▶ REQUIRED WORK:
From the first line of the data down to and including the line with "2px #a3a3a3) drop-shadow(0", copy everything exactly, leaving out pictures.

*** Begin section ***

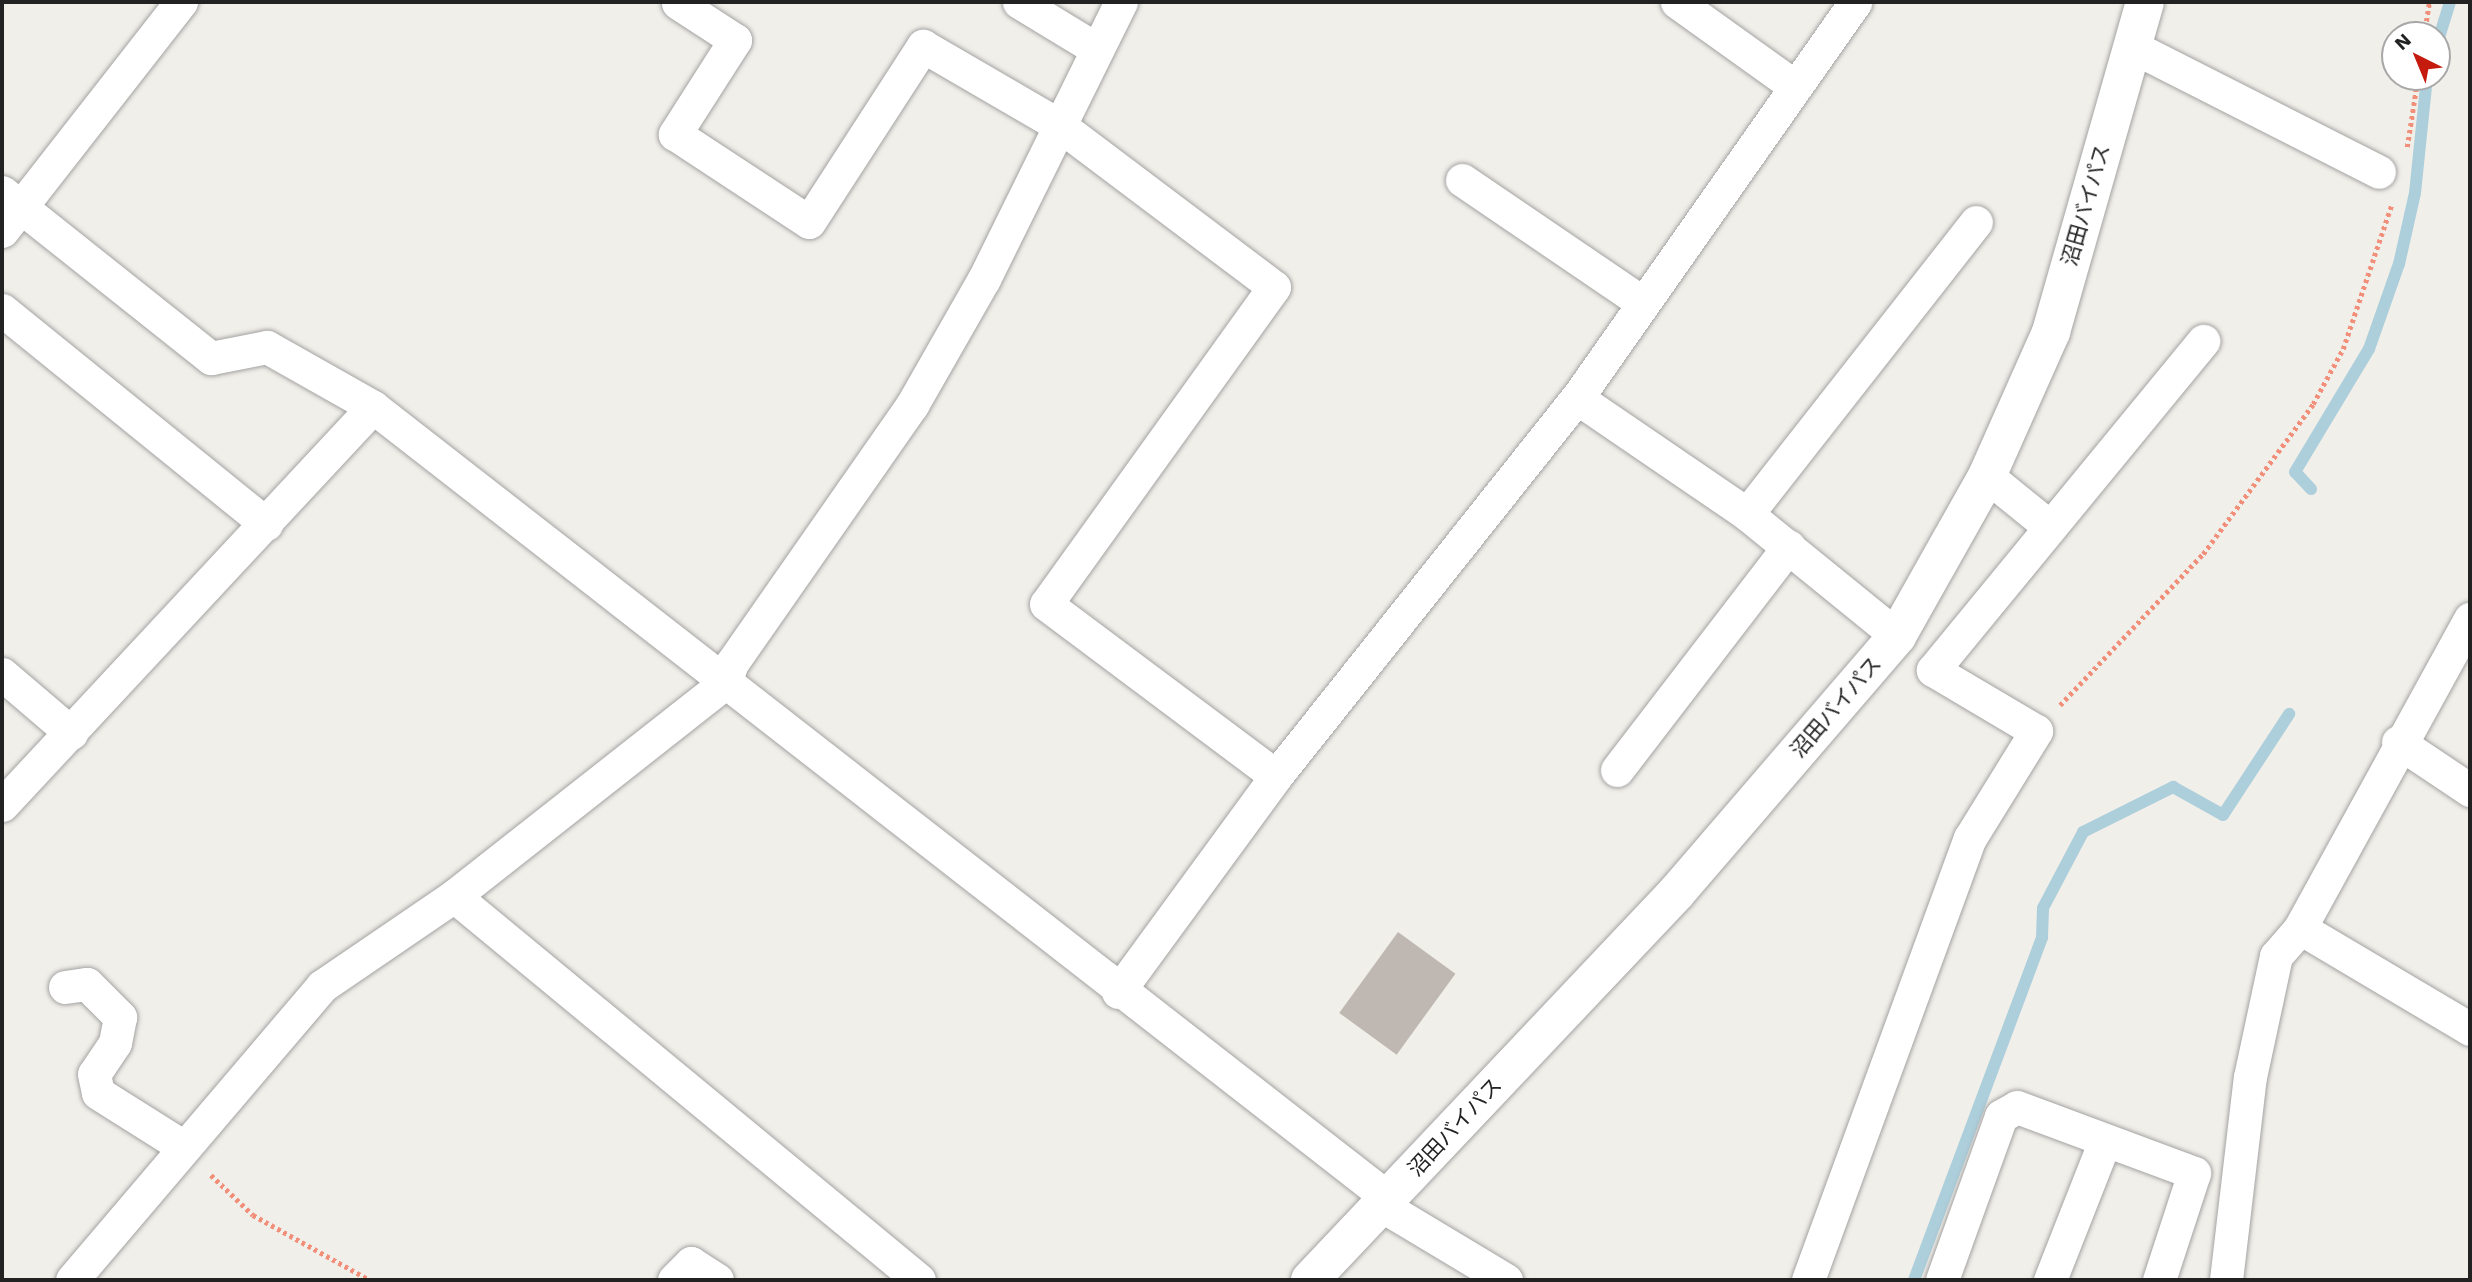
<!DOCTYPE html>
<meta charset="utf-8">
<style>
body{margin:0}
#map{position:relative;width:2472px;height:1282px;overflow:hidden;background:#f1efe9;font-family:"Work Sans","Noto Sans JP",sans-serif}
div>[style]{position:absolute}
.stream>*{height:12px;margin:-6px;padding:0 6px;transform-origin:6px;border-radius:6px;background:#adcedb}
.building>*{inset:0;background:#bfb8b2;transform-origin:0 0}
.path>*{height:4.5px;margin-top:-2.25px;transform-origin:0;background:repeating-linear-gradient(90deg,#f18f7a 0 3.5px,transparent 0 7px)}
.roads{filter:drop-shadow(0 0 2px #a3a3a3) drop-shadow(0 0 2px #a3a3a3)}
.minor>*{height:33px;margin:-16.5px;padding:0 16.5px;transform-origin:16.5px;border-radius:16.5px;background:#fff}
.tertiary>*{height:38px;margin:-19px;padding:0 19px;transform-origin:19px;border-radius:19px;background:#fff}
span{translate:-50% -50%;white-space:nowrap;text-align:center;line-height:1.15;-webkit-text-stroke:6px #fff;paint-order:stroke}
.street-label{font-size:21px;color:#222}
.frame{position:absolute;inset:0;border:4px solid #222;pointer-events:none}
.north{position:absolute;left:2381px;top:21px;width:70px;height:70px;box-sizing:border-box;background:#fff;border:2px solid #a7a7a7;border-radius:50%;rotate:317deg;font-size:19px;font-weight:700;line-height:28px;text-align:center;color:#222}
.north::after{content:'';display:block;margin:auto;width:24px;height:32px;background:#c51b0e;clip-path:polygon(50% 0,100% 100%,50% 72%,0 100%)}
</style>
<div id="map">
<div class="stream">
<div style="left:2437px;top:44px;width:44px;rotate:-72.8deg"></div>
<div style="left:2311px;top:489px;width:23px;rotate:-133deg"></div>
<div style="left:2295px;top:472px;width:144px;rotate:-59deg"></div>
<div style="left:2369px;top:349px;width:90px;rotate:-70.6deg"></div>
<div style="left:2399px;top:264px;width:73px;rotate:-77.3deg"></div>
<div style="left:2415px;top:193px;width:117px;rotate:-84.1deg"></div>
<div style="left:1914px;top:1280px;width:366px;rotate:-69.5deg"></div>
<div style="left:2042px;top:937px;width:29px;rotate:-88deg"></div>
<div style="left:2043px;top:908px;width:86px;rotate:-62.2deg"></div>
<div style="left:2083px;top:832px;width:101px;rotate:-26.6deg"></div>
<div style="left:2173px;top:787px;width:57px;rotate:29.2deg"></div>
<div style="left:2223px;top:815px;width:121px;rotate:-56.8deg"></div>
</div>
<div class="building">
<div style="left:1398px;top:932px;width:71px;height:100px;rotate:36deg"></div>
</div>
<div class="path">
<div style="left:2424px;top:35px;width:33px;rotate:-81deg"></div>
<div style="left:2407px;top:147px;width:71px;rotate:-81.1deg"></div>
<div style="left:2060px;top:705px;width:208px;rotate:-46.6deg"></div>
<div style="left:2203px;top:554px;width:186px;rotate:-53.7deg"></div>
<div style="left:2313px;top:404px;width:63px;rotate:-61.4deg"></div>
<div style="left:2343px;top:349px;width:151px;rotate:-71.4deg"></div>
<div style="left:211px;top:1175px;width:58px;rotate:43.6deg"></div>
<div style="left:253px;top:1215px;width:134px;rotate:29.1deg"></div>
</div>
<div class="roads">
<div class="minor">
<div style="left:1019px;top:2px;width:87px;rotate:31.3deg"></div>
<div style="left:1677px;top:2px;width:143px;rotate:35.6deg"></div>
<div style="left:678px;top:3px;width:68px;rotate:33deg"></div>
<div style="left:735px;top:40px;width:112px;rotate:122.6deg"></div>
<div style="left:675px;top:134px;width:160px;rotate:33.3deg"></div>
<div style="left:809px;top:222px;width:210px;rotate:-57.1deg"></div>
<div style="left:923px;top:46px;width:157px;rotate:30.2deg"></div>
<div style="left:1059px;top:125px;width:269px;rotate:37deg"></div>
<div style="left:1274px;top:287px;width:390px;rotate:125.7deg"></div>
<div style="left:1046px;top:604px;width:287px;rotate:36.8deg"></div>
<div style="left:2131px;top:46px;width:278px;rotate:26.9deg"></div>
<div style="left:1462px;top:180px;width:219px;rotate:34.2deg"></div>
<div style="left:2px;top:192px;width:267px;rotate:38.5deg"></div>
<div style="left:211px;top:358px;width:57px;rotate:-11.1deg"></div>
<div style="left:267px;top:347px;width:122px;rotate:29.5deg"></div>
<div style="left:373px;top:407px;width:1287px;rotate:37.93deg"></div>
<div style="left:2px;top:231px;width:291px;rotate:-52deg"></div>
<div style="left:2px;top:310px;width:340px;rotate:39deg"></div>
<div style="left:1577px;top:398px;width:206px;rotate:34.3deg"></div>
<div style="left:1747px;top:514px;width:193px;rotate:39.1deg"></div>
<div style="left:1987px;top:476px;width:81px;rotate:39deg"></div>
<div style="left:1747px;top:514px;width:371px;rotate:-51.9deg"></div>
<div style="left:2px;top:674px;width:91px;rotate:40.5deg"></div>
<div style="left:2398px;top:742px;width:87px;rotate:33.7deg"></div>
<div style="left:1617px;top:770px;width:282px;rotate:-52.5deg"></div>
<div style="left:2px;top:805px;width:544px;rotate:-47.01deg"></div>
<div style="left:454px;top:896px;width:603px;rotate:39.55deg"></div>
<div style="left:2300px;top:928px;width:198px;rotate:30.7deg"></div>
<div style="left:65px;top:987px;width:22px;rotate:-8deg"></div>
<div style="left:87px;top:984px;width:47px;rotate:45deg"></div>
<div style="left:120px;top:1017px;width:26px;rotate:101deg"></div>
<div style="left:115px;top:1043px;width:37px;rotate:124deg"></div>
<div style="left:94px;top:1074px;width:19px;rotate:78deg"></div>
<div style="left:98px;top:1093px;width:99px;rotate:32.2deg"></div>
<div style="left:1118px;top:992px;width:268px;rotate:-53.8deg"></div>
<div style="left:1276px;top:776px;width:483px;rotate:-51.5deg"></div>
<div style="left:1577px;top:398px;width:484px;rotate:-54.9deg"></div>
<div style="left:1381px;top:1205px;width:146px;rotate:31deg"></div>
<div style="left:72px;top:1280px;width:386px;rotate:-49.6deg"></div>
<div style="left:322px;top:986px;width:160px;rotate:-34.3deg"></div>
<div style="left:454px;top:896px;width:345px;rotate:-38.2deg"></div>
<div style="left:725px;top:683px;width:21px;rotate:-71deg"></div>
<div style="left:732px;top:663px;width:315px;rotate:-55.1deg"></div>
<div style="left:912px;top:405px;width:145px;rotate:-60.3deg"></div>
<div style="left:984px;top:279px;width:309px;rotate:-63.7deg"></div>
<div style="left:674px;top:1280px;width:24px;rotate:-45deg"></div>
<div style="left:691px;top:1263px;width:31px;rotate:33deg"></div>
<div style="left:1808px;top:1280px;width:471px;rotate:-69.9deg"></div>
<div style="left:1970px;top:838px;width:126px;rotate:-58.3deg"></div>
<div style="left:2036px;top:731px;width:120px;rotate:-149.4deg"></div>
<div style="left:1933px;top:670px;width:426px;rotate:-50.6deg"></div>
<div style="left:1942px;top:1280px;width:174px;rotate:-70.2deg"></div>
<div style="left:2001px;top:1116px;width:18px;rotate:-29deg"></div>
<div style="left:2017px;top:1107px;width:189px;rotate:20.4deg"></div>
<div style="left:2194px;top:1173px;width:113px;rotate:108.1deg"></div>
<div style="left:2050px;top:1280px;width:147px;rotate:-68.5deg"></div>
<div style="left:2226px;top:1280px;width:204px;rotate:-83.3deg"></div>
<div style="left:2250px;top:1077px;width:124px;rotate:-77.9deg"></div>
<div style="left:2276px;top:956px;width:37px;rotate:-49deg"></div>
<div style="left:2300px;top:928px;width:353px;rotate:-61.2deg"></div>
</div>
<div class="tertiary">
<div style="left:1310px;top:1280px;width:534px;rotate:-46.59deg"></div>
<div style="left:1677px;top:892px;width:338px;rotate:-49.3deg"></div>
<div style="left:1897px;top:636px;width:184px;rotate:-60.6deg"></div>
<div style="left:1987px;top:476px;width:158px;rotate:-66deg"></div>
<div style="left:2051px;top:332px;width:343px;rotate:-74.1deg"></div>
</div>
</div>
<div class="street-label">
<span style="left:2086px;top:205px;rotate:-74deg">沼田バイパス</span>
<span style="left:1836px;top:707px;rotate:-49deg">沼田バイパス</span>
<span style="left:1455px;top:1127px;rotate:-47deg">沼田バイパス</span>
</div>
<div class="frame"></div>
<div class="north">N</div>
</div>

*** End section ***

▶ COMPLETED EXERCISE:
<!DOCTYPE html>
<meta charset="utf-8">
<style>
body{margin:0}
#map{position:relative;width:2472px;height:1282px;overflow:hidden;background:#f1efe9;font-family:"Work Sans","Noto Sans JP",sans-serif}
div>[style]{position:absolute}
.stream>*{height:12px;margin:-6px;padding:0 6px;transform-origin:6px;border-radius:6px;background:#adcedb}
.building>*{inset:0;background:#bfb8b2;transform-origin:0 0}
.path>*{height:4.5px;margin-top:-2.25px;transform-origin:0;background:repeating-linear-gradient(90deg,#f18f7a 0 3.5px,transparent 0 7px)}
.roads{filter:drop-shadow(0 0 2px #a3a3a3) drop-shadow(0 0 2px #a3a3a3)}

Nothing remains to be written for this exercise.